• _What the task asks_: Skip all pictures, then copy the lines from the start of the data through the line with "position:absolute; left:28px; top:28px;", keeping both ends.

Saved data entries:
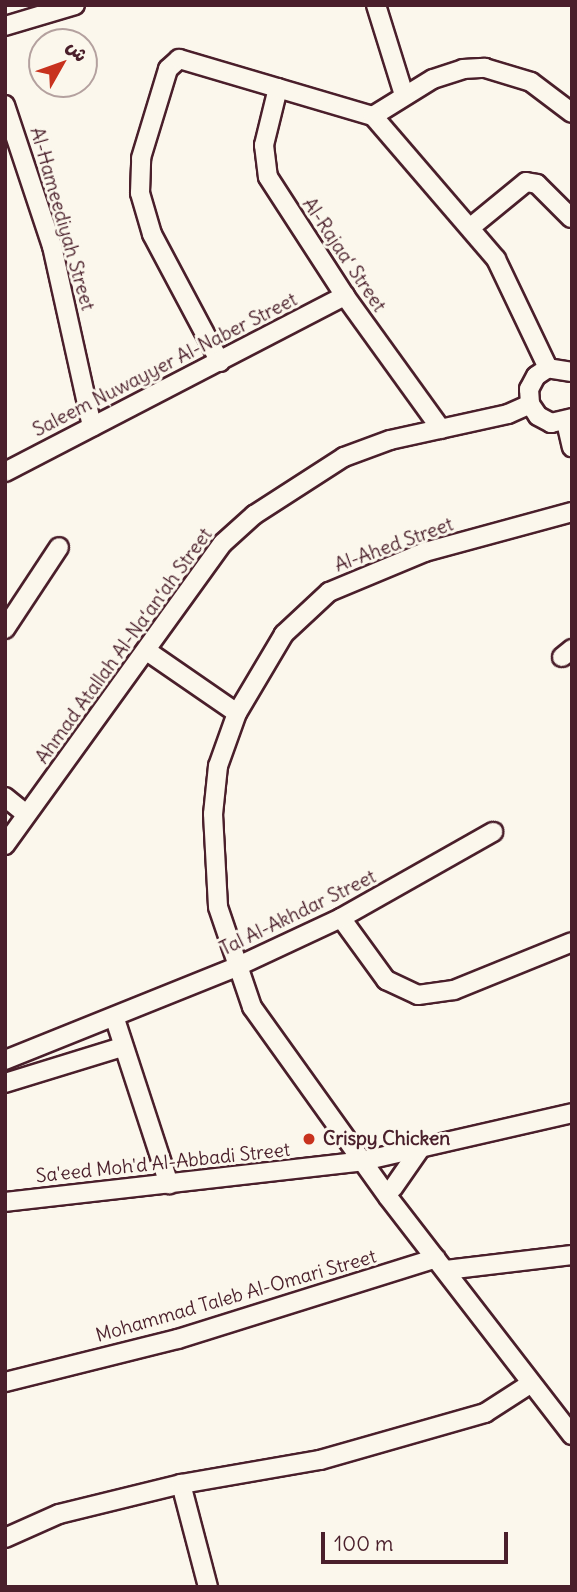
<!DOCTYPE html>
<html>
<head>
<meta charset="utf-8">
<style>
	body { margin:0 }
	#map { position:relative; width:577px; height:1592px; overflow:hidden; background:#fbf7ec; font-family:Delius,"Playpen Sans Arabic",sans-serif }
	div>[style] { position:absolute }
	.roads { filter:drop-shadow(2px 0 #4a1f2b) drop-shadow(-2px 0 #4a1f2b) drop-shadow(0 2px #4a1f2b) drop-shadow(0 -2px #4a1f2b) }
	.minor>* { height:18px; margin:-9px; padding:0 9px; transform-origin:9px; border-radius:9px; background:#fbf7ec }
	.dots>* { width:19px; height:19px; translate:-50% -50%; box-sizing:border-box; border:4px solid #fbf7ec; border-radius:50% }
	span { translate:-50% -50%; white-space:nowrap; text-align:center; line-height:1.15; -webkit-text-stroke:6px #fbf7ec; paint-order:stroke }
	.street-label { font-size:19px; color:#4a1f2b }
	.poi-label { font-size:19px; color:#4a1f2b; font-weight:700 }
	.left { translate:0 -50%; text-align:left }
	.frame { position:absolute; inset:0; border:7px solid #4a1f2b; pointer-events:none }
	.north { position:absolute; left:28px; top:28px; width:70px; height:70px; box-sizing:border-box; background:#fbf7ec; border:2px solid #b4a19f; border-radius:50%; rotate:50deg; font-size:19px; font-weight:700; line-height:28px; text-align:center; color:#4a1f2b }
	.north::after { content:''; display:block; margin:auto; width:24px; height:32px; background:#c8321e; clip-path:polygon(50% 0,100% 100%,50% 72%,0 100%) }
	.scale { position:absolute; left:321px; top:1532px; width:187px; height:32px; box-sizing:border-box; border:4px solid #4a1f2b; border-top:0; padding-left:9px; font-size:21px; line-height:24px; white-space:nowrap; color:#4a1f2b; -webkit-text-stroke:5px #fbf7ec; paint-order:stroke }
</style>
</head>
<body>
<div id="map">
	<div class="roads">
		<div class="minor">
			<i style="left:376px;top:5px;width:94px;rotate:72.7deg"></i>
			<i style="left:5px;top:26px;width:73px;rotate:-16.7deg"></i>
			<i style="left:278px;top:88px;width:59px;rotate:103.8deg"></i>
			<i style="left:264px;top:145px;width:32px;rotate:83deg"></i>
			<i style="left:268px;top:177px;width:142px;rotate:57.1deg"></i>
			<i style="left:345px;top:296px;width:164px;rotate:54.2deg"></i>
			<i style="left:5px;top:105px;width:149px;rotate:71.6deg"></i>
			<i style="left:52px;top:246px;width:185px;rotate:77.5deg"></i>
			<i style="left:373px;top:116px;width:70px;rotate:-31.7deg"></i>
			<i style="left:433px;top:79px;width:32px;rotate:-18deg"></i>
			<i style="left:463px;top:69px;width:22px;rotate:-3deg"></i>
			<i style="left:485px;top:68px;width:48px;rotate:16.9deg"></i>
			<i style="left:531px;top:82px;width:51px;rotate:37.1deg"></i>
			<i style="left:471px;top:227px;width:71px;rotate:-39.3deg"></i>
			<i style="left:526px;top:182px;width:11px;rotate:10deg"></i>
			<i style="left:537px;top:184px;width:48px;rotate:45deg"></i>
			<i style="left:220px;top:362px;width:145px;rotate:-118deg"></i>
			<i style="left:152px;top:234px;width:43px;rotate:-106.3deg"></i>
			<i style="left:140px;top:193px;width:35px;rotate:-88deg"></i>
			<i style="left:141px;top:158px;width:93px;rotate:-73.1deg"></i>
			<i style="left:168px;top:69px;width:15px;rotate:-42deg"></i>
			<i style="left:179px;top:59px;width:202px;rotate:16.4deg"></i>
			<i style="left:373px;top:116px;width:189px;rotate:49.3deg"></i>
			<i style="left:496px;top:259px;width:121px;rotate:64.5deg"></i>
			<i style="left:572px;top:372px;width:24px;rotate:-171deg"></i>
			<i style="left:548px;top:368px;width:14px;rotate:146deg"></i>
			<i style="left:536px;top:376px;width:15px;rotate:118deg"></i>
			<i style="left:529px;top:389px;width:15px;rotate:86deg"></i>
			<i style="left:530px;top:404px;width:14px;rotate:56deg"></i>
			<i style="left:538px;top:416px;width:15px;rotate:28deg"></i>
			<i style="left:551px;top:423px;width:22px;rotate:-13deg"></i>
			<i style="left:566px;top:422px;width:26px;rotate:77deg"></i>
			<i style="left:5px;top:472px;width:383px;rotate:-27.4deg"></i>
			<i style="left:572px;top:512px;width:152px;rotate:164.8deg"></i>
			<i style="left:425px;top:552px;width:104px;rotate:157.4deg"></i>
			<i style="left:329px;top:592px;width:62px;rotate:137deg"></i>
			<i style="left:284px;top:634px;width:92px;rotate:120.7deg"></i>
			<i style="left:237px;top:713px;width:56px;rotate:109.7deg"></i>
			<i style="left:218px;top:766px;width:48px;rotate:95.9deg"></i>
			<i style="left:213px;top:814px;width:93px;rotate:86.9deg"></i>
			<i style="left:218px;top:907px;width:106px;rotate:71.2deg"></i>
			<i style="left:252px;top:1007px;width:234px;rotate:54.4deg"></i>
			<i style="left:388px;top:1197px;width:301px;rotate:52.3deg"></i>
			<i style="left:5px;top:629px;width:98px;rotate:-56.6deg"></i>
			<i style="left:147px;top:651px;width:109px;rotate:34.6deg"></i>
			<i style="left:562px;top:657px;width:13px;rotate:-39deg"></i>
			<i style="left:5px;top:797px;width:27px;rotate:39deg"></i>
			<i style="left:5px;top:845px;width:372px;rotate:-54.2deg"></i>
			<i style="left:223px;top:543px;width:42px;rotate:-42.1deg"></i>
			<i style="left:254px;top:515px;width:107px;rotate:-32.8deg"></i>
			<i style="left:344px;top:457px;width:49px;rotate:-20.3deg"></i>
			<i style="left:390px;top:440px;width:121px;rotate:-12.4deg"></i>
			<i style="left:508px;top:414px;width:24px;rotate:-24deg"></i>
			<i style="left:341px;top:918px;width:77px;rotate:54deg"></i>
			<i style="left:386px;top:980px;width:35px;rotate:25deg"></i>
			<i style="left:418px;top:995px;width:36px;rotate:-8deg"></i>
			<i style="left:454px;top:990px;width:127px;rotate:-22.1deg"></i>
			<i style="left:115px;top:1019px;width:174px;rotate:71.9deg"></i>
			<i style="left:5px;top:1060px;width:249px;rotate:-21.9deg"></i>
			<i style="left:236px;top:967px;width:116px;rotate:-25deg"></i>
			<i style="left:341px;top:918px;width:175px;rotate:-29.5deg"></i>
			<i style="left:5px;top:1083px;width:122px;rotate:-17.1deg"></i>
			<i style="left:393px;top:1188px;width:47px;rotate:-55.3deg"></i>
			<i style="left:5px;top:1202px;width:360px;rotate:-6.5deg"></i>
			<i style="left:363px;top:1161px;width:214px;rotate:-12.9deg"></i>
			<i style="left:446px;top:1270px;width:127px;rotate:-6.8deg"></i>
			<i style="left:5px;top:1382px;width:178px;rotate:-14deg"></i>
			<i style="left:178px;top:1339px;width:270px;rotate:-17.4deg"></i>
			<i style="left:181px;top:1484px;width:106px;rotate:75.3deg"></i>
			<i style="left:5px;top:1538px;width:59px;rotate:-24deg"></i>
			<i style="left:59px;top:1514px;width:126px;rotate:-13.8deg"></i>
			<i style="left:181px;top:1484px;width:141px;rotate:-9.8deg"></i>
			<i style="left:320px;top:1460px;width:172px;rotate:-15.9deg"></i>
			<i style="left:485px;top:1413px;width:54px;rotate:-32.8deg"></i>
		</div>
	</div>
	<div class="dots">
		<i style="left:309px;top:1139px;background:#c8321e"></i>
	</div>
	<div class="street-label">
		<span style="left:62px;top:219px;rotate:74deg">Al-Hameediyah Street</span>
		<span style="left:344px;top:255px;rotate:56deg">Al-Rajaa‘ Street</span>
		<span style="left:165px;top:365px;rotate:-27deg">Saleem Nuwayyer Al-Naber Street</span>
		<span style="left:394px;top:545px;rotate:-20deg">Al-Ahed Street</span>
		<span style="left:124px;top:646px;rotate:-54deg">Ahmad Atallah Al-Na‘an‘ah Street</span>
		<span style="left:298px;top:913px;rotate:-26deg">Tal Al-Akhdar Street</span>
		<span style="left:163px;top:1163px;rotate:-6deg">Sa'eed Moh'd Al-Abbadi Street</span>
		<span style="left:236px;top:1296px;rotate:-16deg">Mohammad Taleb Al-Omari Street</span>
	</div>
	<div class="poi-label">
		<span class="left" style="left:323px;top:1139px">Crispy Chicken</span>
	</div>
	<div class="frame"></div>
	<div class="north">ش</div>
	<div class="scale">100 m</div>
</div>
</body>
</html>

• _Task response_:
<!DOCTYPE html>
<html>
<head>
<meta charset="utf-8">
<style>
	body { margin:0 }
	#map { position:relative; width:577px; height:1592px; overflow:hidden; background:#fbf7ec; font-family:Delius,"Playpen Sans Arabic",sans-serif }
	div>[style] { position:absolute }
	.roads { filter:drop-shadow(2px 0 #4a1f2b) drop-shadow(-2px 0 #4a1f2b) drop-shadow(0 2px #4a1f2b) drop-shadow(0 -2px #4a1f2b) }
	.minor>* { height:18px; margin:-9px; padding:0 9px; transform-origin:9px; border-radius:9px; background:#fbf7ec }
	.dots>* { width:19px; height:19px; translate:-50% -50%; box-sizing:border-box; border:4px solid #fbf7ec; border-radius:50% }
	span { translate:-50% -50%; white-space:nowrap; text-align:center; line-height:1.15; -webkit-text-stroke:6px #fbf7ec; paint-order:stroke }
	.street-label { font-size:19px; color:#4a1f2b }
	.poi-label { font-size:19px; color:#4a1f2b; font-weight:700 }
	.left { translate:0 -50%; text-align:left }
	.frame { position:absolute; inset:0; border:7px solid #4a1f2b; pointer-events:none }
	.north { position:absolute; left:28px; top:28px; width:70px; height:70px; box-sizing:border-box; background:#fbf7ec; border:2px solid #b4a19f; border-radius:50%; rotate:50deg; font-size:19px; font-weight:700; line-height:28px; text-align:center; color:#4a1f2b }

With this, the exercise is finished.